Ho la percezione di vivere qualcosa di reale e nitido che non sia ancora avvenuto e che
debba avvenire nel futuro, invece sto solo sognando una pagina di un libro di storia.
Un bagliore improvviso di luce mi sveglia, non sono ad Atene ma al sole di Pantelleria; un
verso lamentoso e stridulo attira il mio udito e il mio sguardo. Quella civetta che nel sogno
volava sull’albero d’ulivo, sulla statua di Atena, è in realtà un gabbiano sullo scoglio qui di
fronte a me. Si sa che questo uccello marino preferisce nidificare sulle coste rocciose e sta
beccando proprio la copertina del mio libro.
E’ un gabbiano bianco, un larus mediterraneo. I marinai da sempre lo chiamano
gabbiano perché suole posarsi sulla gabbia, parte mediana dell’albero maestro delle navi.
Gli uomini di mare dicono che quando un gabbiano emette questo caratteristico
grido è segno che si approssima la burrasca e ciò turba il mio animo.
Questa immagine mi fa riflettere; mi appare come un presagio e un’allegoria della realtà
presente; riguarderà forse il mio partito?

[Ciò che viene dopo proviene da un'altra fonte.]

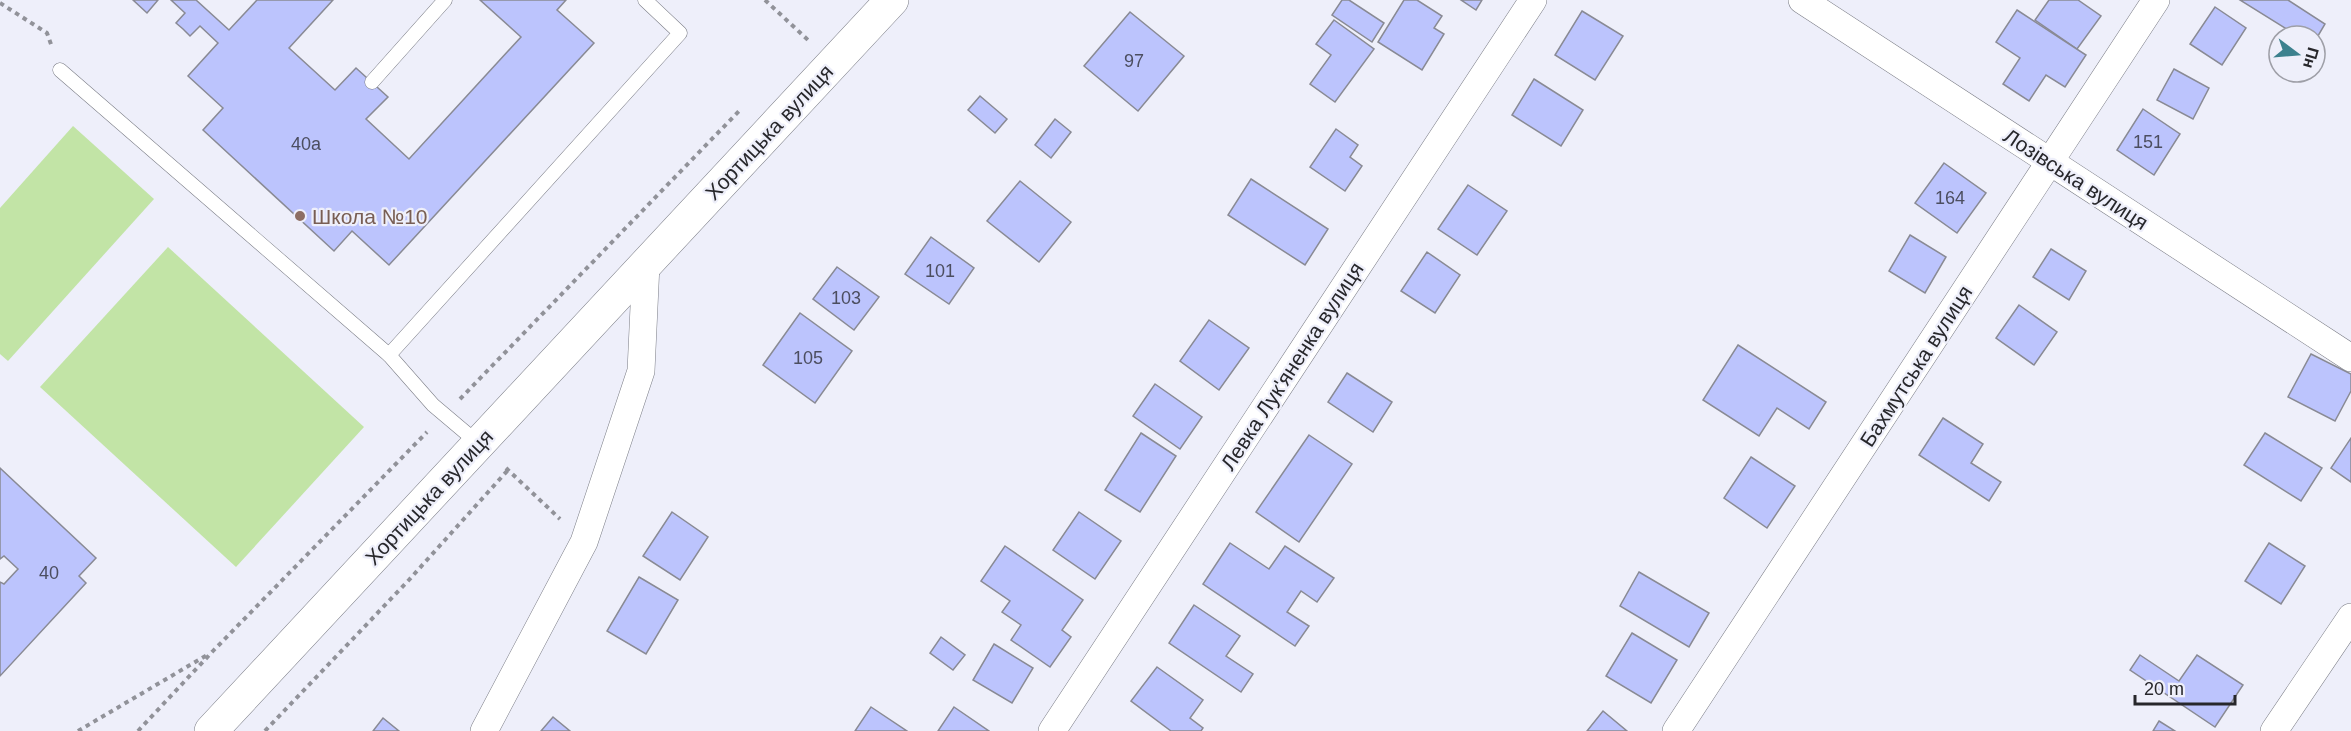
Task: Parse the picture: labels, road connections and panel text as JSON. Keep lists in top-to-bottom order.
{
  "streets": {
    "street": [
      "Хортицька вулиця",
      "Лозівська вулиця",
      "Левка Лук'яненка вулиця",
      "Бахмутська вулиця"
    ]
  },
  "crossings": [
    ["Лозівська вулиця", "Бахмутська вулиця"]
  ],
  "places": ["Школа №10"],
  "house_numbers": [
    "97",
    "151",
    "40а",
    "164",
    "101",
    "103",
    "105",
    "40"
  ],
  "scale_bar": "20 m",
  "north": "right"
}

Da tantissimi anni il gabbiano è il simbolo del mio impegno e della mia passione politica
così come quella di tantissimi amici, ma sento che qualcosa sta cambiando tra le sue
piume: quell’iride di colori nelle sue ali, mi sembra di vederla più sbiadita, il bianco del suo
petto un po’ più grigio. Vorrei potermi sbagliare ma un dubbio mi assale: forse per volare
troppo in alto questo gabbiano, sta rischiando di smarrire la sua rotta e i suoi lidi.

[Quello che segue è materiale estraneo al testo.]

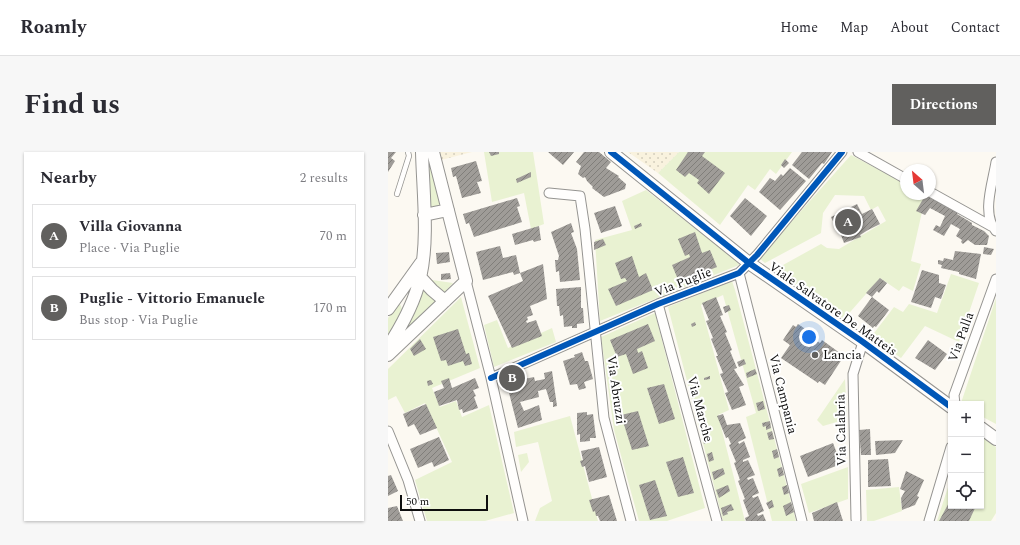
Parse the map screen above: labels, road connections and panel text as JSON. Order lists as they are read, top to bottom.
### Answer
{
  "streets": {
    "street": [
      "Via Puglie",
      "Viale Salvatore De Matteis",
      "Via Palla",
      "Via Abruzzi",
      "Via Campania",
      "Via Marche",
      "Via Calabria"
    ]
  },
  "crossings": [
    ["Via Puglie", "Viale Salvatore De Matteis"],
    ["Via Puglie", "Via Abruzzi"],
    ["Via Puglie", "Via Campania"],
    ["Via Puglie", "Via Marche"],
    ["Viale Salvatore De Matteis", "Via Calabria"]
  ],
  "places": ["Lancia"],
  "scale_bar": "50 m",
  "north": "top left",
  "page": {
    "header": "Roamly",
    "nav": [
      "Home",
      "Map",
      "About",
      "Contact"
    ],
    "title": "Find us",
    "buttons": "Directions",
    "heading": ["Nearby", "2 results"],
    "list": [
      {
        "mark": "A",
        "name": "Villa Giovanna",
        "note": "Place · Via Puglie",
        "value": "70 m"
      },
      {
        "mark": "B",
        "name": "Puglie - Vittorio Emanuele",
        "note": "Bus stop · Via Puglie",
        "value": "170 m"
      }
    ],
    "pins": ["A", "B"],
    "map_buttons": ["+", "−"],
    "scale": "50 m"
  }
}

L’impronta delle sue zampe palmate, sui radi tratti di sabbia di Pantelleria, viene
cancellata dal moto incessante delle onde. E’ un uccello marino, sa nuotare e volare e
invece lo vedo correre sugli scogli contro le onde, più veloce del mare ma nulla si può
imprimere nell’acqua e nella sabbia.
Quanto è diversa la realtà dal sogno e quanto è difficile doverla accettare senza unirsi al
gabbiano in strilli acuti e sofferti.
Quanto è difficile per quel gabbiano ed anche per gli uomini volare alto sulla statua
di Atena.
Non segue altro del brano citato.